Sorensen y Berger analizaron más de 240 reseñas literarias publicadas en The New York Times, y descubrieron que los libros de autores desconocidos podían incrementar sus ventas en un 45%, luego de recibir una reseña en contra. En estos casos, la crítica actuaba como un trampolín de visibilidad. Lo negativo llamaba la atención, y lo desconocido generaba curiosidad.
En cambio, para los autores ya consagrados, la historia fue diferente. Una crítica negativa reducía sus ventas en un 15% en promedio, ya que afectaba la percepción de calidad sobre un producto del que el público ya tenía ciertas expectativas.
Berger explicaba que la atención generada —incluso si es por un mensaje adverso— puede mejorar el recuerdo, despertar curiosidad y hasta motivar una compra impulsiva, especialmente cuando no existe un posicionamiento previo consolidado. En pocas palabras: si nadie te conoce, un escándalo puede ayudarte a entrar en la conversación.

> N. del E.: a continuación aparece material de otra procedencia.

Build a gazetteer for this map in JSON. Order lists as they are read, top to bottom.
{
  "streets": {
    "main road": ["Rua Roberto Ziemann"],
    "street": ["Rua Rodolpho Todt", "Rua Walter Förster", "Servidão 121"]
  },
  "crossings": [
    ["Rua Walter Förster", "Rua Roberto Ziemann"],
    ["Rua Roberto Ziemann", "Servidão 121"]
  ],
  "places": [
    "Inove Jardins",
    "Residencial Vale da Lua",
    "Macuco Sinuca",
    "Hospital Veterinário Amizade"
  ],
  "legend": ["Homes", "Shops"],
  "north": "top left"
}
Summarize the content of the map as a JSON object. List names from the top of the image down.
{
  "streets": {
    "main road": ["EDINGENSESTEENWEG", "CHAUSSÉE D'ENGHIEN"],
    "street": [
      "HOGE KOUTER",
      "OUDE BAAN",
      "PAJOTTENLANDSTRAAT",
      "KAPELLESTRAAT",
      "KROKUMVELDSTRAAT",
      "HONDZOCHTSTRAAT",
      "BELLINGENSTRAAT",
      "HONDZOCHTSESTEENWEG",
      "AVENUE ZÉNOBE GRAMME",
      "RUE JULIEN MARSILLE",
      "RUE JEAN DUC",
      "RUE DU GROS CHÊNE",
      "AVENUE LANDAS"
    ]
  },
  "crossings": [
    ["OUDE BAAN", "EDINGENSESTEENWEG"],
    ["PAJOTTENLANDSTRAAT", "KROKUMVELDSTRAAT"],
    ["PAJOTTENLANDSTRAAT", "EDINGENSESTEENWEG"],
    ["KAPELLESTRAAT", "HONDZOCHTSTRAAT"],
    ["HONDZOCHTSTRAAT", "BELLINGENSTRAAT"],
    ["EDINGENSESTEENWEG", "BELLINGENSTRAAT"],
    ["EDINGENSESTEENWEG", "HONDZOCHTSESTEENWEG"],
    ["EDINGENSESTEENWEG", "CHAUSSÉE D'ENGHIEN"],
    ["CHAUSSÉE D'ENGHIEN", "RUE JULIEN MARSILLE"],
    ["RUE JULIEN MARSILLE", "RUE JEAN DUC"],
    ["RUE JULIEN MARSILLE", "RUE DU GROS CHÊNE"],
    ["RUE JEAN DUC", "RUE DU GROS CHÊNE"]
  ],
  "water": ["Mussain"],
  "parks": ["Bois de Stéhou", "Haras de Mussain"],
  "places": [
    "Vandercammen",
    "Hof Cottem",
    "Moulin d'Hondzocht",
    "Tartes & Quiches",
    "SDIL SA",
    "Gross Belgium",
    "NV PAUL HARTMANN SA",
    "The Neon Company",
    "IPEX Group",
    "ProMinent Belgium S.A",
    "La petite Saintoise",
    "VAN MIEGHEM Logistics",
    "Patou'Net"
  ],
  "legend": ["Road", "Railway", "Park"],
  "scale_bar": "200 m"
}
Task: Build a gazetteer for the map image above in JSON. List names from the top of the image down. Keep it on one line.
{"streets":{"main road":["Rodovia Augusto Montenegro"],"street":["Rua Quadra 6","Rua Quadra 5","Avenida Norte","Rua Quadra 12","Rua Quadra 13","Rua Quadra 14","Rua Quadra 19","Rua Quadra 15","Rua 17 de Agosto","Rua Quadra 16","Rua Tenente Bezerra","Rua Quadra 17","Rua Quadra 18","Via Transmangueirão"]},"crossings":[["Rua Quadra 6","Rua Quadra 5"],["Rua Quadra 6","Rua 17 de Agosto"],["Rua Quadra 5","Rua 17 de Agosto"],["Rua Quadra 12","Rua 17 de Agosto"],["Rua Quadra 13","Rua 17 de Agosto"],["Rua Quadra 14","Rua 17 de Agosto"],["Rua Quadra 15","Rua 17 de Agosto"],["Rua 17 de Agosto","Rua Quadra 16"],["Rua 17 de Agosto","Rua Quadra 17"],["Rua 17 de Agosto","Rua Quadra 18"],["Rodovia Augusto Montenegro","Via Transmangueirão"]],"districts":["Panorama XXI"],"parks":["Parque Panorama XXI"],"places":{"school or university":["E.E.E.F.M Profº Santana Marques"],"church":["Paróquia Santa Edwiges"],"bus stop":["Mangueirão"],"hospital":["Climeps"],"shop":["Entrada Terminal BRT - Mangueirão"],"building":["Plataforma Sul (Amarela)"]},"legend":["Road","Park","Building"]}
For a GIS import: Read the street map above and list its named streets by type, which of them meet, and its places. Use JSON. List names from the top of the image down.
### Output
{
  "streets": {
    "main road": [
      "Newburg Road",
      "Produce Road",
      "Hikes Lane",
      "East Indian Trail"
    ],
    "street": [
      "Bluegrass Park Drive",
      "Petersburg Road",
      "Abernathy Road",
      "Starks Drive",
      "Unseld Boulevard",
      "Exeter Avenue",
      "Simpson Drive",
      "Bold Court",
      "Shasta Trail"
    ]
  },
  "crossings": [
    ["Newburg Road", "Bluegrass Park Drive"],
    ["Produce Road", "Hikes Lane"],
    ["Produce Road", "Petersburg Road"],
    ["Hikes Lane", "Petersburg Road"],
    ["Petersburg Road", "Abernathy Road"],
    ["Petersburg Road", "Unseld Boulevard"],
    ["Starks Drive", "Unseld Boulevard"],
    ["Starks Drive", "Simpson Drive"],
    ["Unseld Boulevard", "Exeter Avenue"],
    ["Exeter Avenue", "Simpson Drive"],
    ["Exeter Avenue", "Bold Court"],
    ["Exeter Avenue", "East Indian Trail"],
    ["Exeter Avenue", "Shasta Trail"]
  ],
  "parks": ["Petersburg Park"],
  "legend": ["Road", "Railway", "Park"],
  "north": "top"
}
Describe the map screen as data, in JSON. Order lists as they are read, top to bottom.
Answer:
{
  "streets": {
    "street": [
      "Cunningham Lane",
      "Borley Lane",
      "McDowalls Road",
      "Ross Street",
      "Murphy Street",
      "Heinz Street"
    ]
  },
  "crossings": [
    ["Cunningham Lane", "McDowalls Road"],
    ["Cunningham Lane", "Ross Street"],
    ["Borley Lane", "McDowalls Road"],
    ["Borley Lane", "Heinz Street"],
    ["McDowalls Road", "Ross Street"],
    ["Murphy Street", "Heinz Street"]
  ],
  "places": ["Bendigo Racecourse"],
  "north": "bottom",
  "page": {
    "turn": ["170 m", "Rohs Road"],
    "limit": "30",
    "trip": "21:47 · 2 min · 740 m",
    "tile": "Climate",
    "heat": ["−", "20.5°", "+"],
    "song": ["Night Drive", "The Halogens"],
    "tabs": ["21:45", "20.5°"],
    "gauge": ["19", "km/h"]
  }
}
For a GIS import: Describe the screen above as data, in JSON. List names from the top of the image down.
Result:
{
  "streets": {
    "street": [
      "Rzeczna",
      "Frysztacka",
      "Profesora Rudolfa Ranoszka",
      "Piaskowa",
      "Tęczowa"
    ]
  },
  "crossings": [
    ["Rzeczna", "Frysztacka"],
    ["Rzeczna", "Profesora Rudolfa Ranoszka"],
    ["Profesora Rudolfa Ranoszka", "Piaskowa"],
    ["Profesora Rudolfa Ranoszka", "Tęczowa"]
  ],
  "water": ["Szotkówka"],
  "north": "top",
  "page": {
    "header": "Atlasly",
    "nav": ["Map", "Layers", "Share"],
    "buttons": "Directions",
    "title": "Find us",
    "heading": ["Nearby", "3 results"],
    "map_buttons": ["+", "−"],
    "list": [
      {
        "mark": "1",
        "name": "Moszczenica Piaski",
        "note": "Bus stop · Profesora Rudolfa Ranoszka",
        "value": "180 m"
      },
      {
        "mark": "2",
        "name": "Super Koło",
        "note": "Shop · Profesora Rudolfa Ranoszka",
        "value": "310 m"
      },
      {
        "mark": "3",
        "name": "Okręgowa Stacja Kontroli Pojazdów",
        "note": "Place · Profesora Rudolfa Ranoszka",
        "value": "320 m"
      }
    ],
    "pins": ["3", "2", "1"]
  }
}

Este fenómeno reforzó la frase tan repetida como peligrosa: “Que hablen, aunque sea mal”.
¿Es siempre así?
En comunicación, como en la vida, el contexto lo es todo. La frase puede funcionar en determinados ámbitos, como el espectáculo, la política polarizada o el mundo de los influencers. Pero cuando hablamos de marcas, servicios o empresas con responsabilidad institucional, la historia cambia.
No es lo mismo una crítica a una película independiente que se vuelve objeto de culto, que un escándalo reputacional que pone en jaque la confianza en una empresa alimentaria. Las consecuencias son diferentes, y muchas veces irreversibles.
Casos que nos muestran diferentes resultados
Donald Trump acumuló enorme cobertura negativa en su campaña del 2016, pero logró capitalizarla para reforzar su imagen de “antiestablishment”. En su caso, el rechazo mediático alimentó su narrativa de outsider.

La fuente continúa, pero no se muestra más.